═════ Data to process

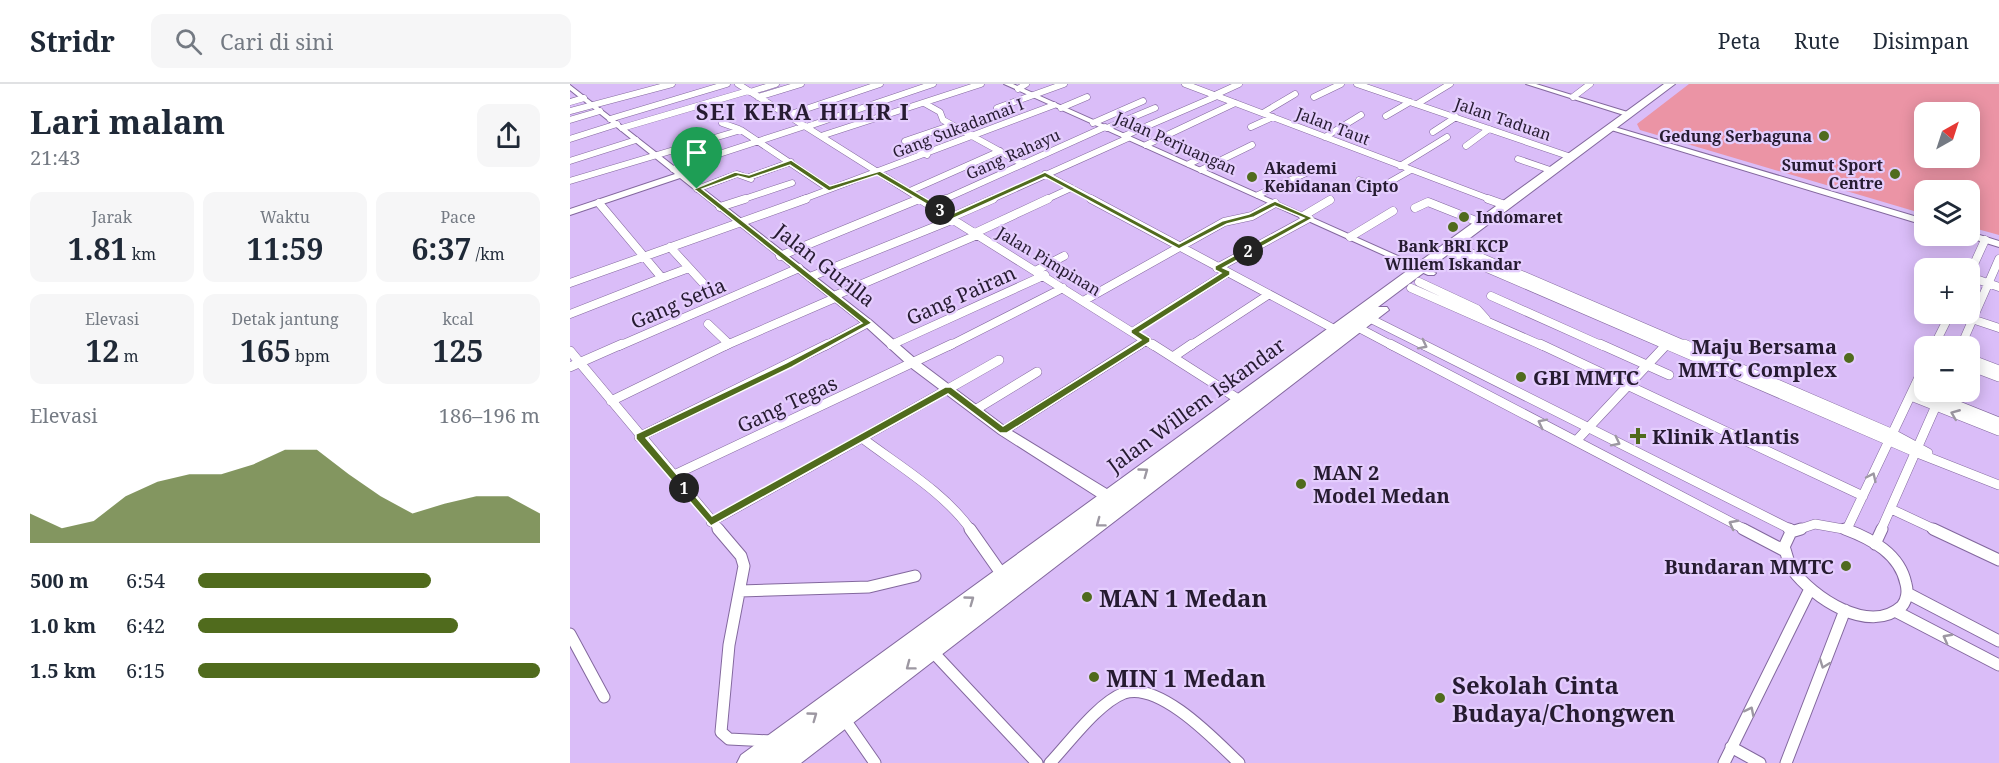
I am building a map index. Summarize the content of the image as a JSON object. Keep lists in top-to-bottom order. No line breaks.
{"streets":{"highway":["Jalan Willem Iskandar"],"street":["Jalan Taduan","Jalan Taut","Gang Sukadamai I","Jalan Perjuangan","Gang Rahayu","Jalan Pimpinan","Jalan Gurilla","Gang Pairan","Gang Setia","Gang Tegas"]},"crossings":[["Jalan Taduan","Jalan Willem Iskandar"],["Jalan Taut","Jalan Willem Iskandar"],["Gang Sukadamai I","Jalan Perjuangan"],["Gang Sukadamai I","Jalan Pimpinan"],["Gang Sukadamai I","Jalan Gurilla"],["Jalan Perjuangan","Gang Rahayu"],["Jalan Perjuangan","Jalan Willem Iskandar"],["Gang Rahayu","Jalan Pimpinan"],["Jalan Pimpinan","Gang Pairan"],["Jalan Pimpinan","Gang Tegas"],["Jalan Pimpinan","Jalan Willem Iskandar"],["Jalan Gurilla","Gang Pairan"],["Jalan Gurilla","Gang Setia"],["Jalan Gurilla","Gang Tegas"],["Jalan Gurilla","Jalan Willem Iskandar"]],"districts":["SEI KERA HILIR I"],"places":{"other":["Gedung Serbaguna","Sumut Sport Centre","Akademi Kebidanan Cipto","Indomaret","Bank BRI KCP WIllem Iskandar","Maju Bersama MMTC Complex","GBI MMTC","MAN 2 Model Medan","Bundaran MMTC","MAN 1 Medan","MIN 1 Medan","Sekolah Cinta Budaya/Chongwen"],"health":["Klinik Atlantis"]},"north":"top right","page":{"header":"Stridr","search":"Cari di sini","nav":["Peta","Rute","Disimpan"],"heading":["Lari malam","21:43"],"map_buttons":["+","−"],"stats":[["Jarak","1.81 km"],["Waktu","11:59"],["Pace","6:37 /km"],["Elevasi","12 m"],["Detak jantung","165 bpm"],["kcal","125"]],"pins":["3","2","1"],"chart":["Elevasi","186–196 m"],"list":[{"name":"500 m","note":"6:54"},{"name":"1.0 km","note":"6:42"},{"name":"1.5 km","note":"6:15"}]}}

══════════
═════ Data to process

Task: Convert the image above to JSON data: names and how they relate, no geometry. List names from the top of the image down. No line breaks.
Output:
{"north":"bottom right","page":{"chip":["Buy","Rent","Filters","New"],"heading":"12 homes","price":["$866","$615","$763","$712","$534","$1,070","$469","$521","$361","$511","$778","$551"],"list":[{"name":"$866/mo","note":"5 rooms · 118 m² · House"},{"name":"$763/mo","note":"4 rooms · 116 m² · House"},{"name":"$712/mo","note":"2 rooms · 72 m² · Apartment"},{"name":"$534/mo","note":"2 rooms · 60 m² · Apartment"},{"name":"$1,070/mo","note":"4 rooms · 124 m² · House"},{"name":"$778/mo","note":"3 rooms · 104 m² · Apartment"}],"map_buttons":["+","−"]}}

══════════
═════ Data to process

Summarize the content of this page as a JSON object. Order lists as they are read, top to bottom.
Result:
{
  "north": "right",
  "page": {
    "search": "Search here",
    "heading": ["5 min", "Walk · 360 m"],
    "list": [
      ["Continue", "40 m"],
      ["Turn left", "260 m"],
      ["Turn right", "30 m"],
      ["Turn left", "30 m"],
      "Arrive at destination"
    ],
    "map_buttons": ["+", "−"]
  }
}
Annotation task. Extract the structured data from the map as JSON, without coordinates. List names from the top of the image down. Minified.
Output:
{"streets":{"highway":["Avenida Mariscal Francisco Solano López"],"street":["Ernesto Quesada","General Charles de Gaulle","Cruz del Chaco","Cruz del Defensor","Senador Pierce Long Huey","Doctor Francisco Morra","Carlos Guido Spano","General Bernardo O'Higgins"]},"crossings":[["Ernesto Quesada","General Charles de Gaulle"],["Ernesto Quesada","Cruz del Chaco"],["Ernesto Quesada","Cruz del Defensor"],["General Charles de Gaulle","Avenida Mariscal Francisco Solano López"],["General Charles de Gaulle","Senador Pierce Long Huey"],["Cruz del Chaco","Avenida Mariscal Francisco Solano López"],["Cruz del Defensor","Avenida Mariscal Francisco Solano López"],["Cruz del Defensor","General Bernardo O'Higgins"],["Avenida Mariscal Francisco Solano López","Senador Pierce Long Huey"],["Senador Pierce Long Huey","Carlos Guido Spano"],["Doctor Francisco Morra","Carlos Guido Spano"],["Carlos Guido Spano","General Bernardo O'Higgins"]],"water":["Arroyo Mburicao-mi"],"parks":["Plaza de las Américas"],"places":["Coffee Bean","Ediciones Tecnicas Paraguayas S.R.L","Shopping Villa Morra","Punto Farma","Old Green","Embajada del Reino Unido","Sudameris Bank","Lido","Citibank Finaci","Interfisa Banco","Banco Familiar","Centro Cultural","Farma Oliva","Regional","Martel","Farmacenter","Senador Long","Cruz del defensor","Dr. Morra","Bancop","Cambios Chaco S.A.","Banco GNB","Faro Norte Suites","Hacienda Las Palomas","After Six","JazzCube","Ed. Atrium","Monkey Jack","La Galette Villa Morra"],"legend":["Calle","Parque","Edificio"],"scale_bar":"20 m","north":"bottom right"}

══════════

What is expected: What lines in the data above carry "down"? Return them all.

Output below:
Task: Convert the image above to JSON data: names and how they relate, no geometry. List names from the top of the image down. No line breaks.
Annotation task. Extract the structured data from the map as JSON, without coordinates. List names from the top of the image down. Minified.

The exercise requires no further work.